There was no issue about the fact that the driver of the taxi was Mr Mahmoodi. The police constable said that Mr Mahmoodi was there for two to three minutes and in the period she observed his taxi he did not pick up or put down a passenger.
[4] Karangahape Road at this point is four lanes; that is to say, two west bound and two east bound lanes. The constable said that other cars travelling along Karangahape Road from behind the taxis that were double parked were able to pull out into the right hand lane to pass by.
[5] Mr Mahmoodi appeared in the District Court on his own behalf. He did not in any material way challenge the police officer’s evidence that I have summarised above. Mr Mahmoodi did put other questions to the police officer, but with respect to him they did not bear on the central issue as to whether there was need for him to be parked in the way he was and, more particularly, whether the length of time he
was there was reasonable.
1 Notes of evidence p 2 ll 7-10.
[6] Mr Mahmoodi’s questions to the constable were directed to matters which I consider in the end are not relevant to the central question as to whether Mr Mahmoodi was stopped for a period longer than was reasonably necessary. His questions were concerned with the fact that the original infringement notice went to the wrong address (and I accept that it did go to the wrong address), whether the infringement notice had been issued to other taxi drivers and questions related to matters of that sort, and whether the constable had taken photographs of the taxis. Points of this nature and some others, were again raised by Mr Mahmoodi in his submissions to me this morning. He also referred to other matters not in evidence. I do recognise the importance to Mr Mahmoodi of these particular matters. Because of this I explained to him the importance of the processes for Court cases and, in particular, the need for the Court to rely only on the evidence that is put properly before the Court and the need to focus on matters of relevance to the important issue.
[7] Mr Mahmoodi gave evidence in the District Court. The essence of it was that he was trapped; that it was not safe for him to pull out and go around the taxi in front of him, having regard to other traffic and, in particular, having regard to the presence of a traffic island in Karangahape Road at about that point. Apart from the fact that these contentions were not put to the police constable, and accepting what Mr Mahmoodi did say about the traffic island, I am nevertheless not persuaded that it was sufficient to raise a reasonable doubt in relation to the conclusion from the police constable’s evidence that Mr Mahmoodi (and indeed the other taxi drivers) had remained stopped where they were for a period longer than was reasonable.

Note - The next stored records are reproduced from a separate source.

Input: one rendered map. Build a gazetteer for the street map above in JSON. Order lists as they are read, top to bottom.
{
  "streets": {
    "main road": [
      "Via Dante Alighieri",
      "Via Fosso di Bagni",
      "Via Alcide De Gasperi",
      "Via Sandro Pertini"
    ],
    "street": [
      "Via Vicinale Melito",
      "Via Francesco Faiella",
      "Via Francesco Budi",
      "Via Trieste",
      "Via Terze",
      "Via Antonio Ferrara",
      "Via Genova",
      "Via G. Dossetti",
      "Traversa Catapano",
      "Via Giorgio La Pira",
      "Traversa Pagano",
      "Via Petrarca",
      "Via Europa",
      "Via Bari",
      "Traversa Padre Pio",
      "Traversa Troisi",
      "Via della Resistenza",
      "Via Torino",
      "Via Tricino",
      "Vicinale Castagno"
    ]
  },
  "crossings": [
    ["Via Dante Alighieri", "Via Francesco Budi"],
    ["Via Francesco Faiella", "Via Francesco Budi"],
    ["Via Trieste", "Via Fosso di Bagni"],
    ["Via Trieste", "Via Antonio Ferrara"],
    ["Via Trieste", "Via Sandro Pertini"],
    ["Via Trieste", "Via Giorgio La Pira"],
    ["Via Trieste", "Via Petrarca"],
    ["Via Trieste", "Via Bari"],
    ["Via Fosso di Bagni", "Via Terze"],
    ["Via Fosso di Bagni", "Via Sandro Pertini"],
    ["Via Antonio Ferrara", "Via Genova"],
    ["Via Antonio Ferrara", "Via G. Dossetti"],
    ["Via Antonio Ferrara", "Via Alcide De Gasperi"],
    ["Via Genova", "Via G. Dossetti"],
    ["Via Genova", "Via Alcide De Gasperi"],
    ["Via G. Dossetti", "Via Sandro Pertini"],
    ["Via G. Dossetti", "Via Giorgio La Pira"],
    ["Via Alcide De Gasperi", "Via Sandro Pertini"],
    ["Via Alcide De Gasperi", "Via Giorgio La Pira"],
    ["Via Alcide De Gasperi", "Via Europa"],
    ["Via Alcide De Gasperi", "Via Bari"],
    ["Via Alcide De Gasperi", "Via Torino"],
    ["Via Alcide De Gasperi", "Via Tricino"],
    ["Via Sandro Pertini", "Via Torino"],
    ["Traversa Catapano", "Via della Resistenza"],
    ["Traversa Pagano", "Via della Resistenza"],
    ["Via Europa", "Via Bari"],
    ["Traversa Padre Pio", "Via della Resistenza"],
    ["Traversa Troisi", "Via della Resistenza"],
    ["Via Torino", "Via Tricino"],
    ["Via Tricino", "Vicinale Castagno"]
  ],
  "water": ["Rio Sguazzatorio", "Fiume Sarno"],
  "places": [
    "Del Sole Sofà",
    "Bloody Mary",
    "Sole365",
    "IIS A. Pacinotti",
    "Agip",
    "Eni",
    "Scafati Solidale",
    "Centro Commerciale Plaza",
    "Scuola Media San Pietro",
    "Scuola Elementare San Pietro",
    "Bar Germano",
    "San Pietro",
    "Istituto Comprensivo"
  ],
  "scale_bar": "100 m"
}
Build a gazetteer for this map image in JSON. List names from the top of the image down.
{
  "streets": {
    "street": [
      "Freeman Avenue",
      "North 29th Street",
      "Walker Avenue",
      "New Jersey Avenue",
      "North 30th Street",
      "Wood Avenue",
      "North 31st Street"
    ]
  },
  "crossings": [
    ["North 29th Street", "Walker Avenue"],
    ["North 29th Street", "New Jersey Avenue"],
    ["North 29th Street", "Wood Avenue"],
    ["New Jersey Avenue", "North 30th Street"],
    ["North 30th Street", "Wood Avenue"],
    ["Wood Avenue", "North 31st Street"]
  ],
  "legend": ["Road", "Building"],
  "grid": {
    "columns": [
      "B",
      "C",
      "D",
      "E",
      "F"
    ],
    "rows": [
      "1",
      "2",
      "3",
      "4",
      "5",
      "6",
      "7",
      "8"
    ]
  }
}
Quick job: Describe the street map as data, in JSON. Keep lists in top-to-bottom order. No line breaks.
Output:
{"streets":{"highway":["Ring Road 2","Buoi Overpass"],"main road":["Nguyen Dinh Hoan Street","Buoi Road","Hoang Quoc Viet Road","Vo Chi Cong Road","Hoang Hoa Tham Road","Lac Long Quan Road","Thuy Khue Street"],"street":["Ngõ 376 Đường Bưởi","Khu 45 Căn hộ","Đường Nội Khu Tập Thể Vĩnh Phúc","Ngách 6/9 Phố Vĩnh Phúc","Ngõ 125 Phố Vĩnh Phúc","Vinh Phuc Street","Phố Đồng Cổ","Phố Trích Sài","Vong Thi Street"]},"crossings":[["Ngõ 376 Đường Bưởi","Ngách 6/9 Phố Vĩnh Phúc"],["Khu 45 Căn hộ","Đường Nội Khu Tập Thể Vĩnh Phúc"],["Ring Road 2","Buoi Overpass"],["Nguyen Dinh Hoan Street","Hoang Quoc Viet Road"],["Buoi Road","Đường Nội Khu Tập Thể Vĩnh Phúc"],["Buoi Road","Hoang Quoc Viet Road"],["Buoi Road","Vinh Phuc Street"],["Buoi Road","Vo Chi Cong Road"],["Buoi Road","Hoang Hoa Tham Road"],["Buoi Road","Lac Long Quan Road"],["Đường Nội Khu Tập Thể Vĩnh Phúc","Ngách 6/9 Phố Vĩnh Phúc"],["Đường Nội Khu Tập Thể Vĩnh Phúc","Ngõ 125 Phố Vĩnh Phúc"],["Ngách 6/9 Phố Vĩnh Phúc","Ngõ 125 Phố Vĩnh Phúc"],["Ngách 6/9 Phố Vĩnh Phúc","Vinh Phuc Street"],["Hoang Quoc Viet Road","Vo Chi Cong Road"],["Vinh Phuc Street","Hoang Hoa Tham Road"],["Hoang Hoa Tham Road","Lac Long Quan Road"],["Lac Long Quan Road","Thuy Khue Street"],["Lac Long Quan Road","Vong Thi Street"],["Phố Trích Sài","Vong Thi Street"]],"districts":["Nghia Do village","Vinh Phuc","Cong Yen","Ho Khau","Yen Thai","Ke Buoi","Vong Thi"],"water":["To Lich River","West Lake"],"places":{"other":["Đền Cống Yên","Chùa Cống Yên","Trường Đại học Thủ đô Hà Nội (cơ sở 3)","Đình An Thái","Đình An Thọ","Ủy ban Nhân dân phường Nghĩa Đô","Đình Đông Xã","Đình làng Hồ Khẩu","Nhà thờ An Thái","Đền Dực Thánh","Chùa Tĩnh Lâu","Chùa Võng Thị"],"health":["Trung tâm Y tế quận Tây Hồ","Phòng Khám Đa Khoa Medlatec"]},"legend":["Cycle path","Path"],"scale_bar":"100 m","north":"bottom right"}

[8] There are two related points for my conclusion. One comes from the police constable’s uncontradicted evidence that other vehicles were able to move out from the left hand land and carry on down Karangahape Road and do so safely. The second is the inference that I consider the Justices of the Peace were fully entitled to draw from the point I have just made, and the evidence from the police constable of what she first observed. This is that Mr Mahmoodi, together with other taxi drivers, was simply waiting to get into the taxi rank around the corner. It is hypothetically possible that Mr Mahmoodi could have become trapped had he come along Karangahape Road, and for some reason stopped behind the taxi driver that was immediately in front of him, rather than pulling out to go round it, and with the fifth
taxi then coming up immediately behind him so that he would become trapped to an extent. However, the Justices of the Peace indicated by their decision that, at least inferentially, they did not consider that to be a realistic possibility. It goes beyond what was indicated by the evidence, including Mr Mahmoodi’s own evidence.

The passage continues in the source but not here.